- Kruševlje Location within Serbia
- Coordinates: 45°55′57″N 19°06′01″E﻿ / ﻿45.93250°N 19.10028°E
- Country: Serbia
- Province: Vojvodina
- Time zone: UTC+1 (CET)
- • Summer (DST): UTC+2 (CEST)

= Kruševlje =

Kruševlje (Крушевље) is a small settlement (hamlet) in Serbia. It is situated in the Sombor municipality, West Bačka District, Vojvodina province. It is mostly populated by Serbs.

==Name==
In Serbian, the village is known as Kruševlje or Крушевље, in German as Kruschiwel or Kruschiwl, and in Hungarian as Körtés or Bácskörtés. The name Körtés is derived from the Hungarian word körte ("pear"). The Serbian name is derived from the Serbian word kruška ("pear") and corresponds to the Hungarian Körtés. There were also some other, less used names such as Kruschewlje, Birndorf (a German translation of the Hungarian name Körtés), Krušovje, Körtvélyes, etc.

==Geography==

Officially, Kruševlje is not classified as a separate settlement, but as part of the village of Gakovo. It is located near the border with Hungary between Riđica, Stanišić, Gakovo and Rastina.

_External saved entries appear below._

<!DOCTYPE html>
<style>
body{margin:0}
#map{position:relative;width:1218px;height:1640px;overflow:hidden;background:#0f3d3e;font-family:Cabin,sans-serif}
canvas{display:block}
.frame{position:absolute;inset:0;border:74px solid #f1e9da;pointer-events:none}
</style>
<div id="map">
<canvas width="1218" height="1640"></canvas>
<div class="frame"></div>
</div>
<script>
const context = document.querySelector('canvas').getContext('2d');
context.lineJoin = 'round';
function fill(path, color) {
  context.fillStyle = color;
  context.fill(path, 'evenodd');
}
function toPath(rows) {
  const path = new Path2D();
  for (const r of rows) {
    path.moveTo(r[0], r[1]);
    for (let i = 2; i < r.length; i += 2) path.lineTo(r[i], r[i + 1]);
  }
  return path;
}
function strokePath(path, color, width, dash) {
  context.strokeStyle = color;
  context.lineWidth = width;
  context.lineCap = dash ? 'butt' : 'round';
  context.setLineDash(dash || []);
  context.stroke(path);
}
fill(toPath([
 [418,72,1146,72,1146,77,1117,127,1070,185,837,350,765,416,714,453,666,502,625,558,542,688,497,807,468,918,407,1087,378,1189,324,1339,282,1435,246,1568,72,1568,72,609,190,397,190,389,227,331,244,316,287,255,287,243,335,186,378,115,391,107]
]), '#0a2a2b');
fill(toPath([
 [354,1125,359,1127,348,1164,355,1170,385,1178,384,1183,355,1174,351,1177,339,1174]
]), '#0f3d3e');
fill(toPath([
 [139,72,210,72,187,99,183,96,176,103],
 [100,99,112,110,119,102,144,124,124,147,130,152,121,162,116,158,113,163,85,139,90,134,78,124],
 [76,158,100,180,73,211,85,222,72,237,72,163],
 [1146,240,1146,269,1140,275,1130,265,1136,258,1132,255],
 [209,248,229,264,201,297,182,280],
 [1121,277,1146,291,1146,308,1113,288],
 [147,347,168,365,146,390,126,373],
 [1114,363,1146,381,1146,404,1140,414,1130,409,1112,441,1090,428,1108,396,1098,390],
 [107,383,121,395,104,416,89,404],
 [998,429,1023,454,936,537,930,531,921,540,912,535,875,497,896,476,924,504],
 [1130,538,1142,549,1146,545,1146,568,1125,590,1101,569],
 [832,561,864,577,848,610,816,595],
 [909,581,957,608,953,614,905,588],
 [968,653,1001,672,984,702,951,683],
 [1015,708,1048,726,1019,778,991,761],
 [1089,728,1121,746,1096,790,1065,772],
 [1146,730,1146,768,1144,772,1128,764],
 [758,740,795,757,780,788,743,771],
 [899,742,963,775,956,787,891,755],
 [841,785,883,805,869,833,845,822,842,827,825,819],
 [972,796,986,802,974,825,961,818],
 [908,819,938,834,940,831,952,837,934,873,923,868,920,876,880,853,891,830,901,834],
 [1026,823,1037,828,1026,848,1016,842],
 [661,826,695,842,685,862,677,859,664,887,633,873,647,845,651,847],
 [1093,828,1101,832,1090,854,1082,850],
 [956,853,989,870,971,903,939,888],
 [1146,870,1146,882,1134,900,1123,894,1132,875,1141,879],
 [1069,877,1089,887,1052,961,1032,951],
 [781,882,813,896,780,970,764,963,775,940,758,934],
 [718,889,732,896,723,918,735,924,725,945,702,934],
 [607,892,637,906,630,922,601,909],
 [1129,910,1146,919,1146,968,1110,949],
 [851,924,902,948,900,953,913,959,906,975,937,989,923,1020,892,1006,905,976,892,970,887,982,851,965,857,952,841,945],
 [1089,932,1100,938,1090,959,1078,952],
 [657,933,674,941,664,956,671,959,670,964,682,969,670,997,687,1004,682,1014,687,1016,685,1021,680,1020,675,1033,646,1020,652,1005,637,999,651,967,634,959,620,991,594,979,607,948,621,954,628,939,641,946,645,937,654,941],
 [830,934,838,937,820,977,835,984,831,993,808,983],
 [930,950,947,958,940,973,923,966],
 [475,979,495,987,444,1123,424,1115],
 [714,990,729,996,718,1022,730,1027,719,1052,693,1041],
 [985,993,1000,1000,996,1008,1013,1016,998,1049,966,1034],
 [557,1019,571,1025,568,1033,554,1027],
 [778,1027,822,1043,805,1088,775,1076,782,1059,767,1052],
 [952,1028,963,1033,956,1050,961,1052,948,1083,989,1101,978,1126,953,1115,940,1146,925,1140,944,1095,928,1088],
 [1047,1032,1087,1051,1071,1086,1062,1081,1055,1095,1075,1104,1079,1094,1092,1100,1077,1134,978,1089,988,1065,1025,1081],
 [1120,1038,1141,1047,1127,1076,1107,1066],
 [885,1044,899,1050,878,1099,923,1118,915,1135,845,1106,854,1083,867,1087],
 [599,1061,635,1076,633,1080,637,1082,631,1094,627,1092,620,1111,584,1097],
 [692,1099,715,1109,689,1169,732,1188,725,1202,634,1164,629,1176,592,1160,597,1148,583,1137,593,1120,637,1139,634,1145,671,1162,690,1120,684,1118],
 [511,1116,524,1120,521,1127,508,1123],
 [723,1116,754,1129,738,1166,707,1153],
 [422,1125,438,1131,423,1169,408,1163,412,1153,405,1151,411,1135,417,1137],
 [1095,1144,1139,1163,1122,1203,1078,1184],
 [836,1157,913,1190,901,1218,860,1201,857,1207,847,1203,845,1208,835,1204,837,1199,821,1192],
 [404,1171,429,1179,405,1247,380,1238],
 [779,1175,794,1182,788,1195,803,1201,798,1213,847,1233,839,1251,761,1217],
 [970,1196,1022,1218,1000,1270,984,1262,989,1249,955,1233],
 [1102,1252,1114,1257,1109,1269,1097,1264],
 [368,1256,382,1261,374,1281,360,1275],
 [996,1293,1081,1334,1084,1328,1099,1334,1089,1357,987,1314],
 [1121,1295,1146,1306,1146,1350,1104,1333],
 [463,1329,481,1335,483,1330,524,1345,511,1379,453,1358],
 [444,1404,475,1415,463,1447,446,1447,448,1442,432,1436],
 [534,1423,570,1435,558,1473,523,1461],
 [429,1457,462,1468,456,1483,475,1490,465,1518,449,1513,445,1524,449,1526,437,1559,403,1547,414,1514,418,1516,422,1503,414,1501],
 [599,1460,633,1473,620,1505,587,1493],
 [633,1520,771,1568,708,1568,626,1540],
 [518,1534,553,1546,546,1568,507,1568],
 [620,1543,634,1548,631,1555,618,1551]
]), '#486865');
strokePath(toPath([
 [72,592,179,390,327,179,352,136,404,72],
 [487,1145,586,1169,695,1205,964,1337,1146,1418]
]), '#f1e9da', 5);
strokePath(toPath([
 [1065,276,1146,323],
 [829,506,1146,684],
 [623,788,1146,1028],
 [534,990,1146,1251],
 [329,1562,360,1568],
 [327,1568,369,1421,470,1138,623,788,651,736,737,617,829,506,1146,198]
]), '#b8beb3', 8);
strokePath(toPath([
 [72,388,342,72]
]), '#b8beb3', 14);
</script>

It is about 2 miles northeast of the neighbouring village of Gakovo and about 2,5 miles west of Stanišić. About 5 miles to the north is the village Riđica and the nearest town is Sombor, about 12 miles to the South. The whole area surrounding Kruševlje is a flat ground, with a number of swampy meadows, fens, bad-fruitful salt-spring fields. The villagers had some fruitful gardens, corn fields, hemp-and wheat fields, vineyards a few miles to the North. The village is about 305 ft above the sea level. There are no hills, woods or rivers.

==History==

===Serb village===
The earliest appearance of this settlement is recorded by Hungarians in 1520 as Körtvélyes, and again in 1598 as Kruševlje in some Turkish lists, but it is certainly evident that it existed even earlier. During the Late Middle Ages (14th-16th century) it was populated with Serb nomads and cattle-breeders, a number of whom lived there only temporarily and built a few small wooden-or mudd-cottages and huts.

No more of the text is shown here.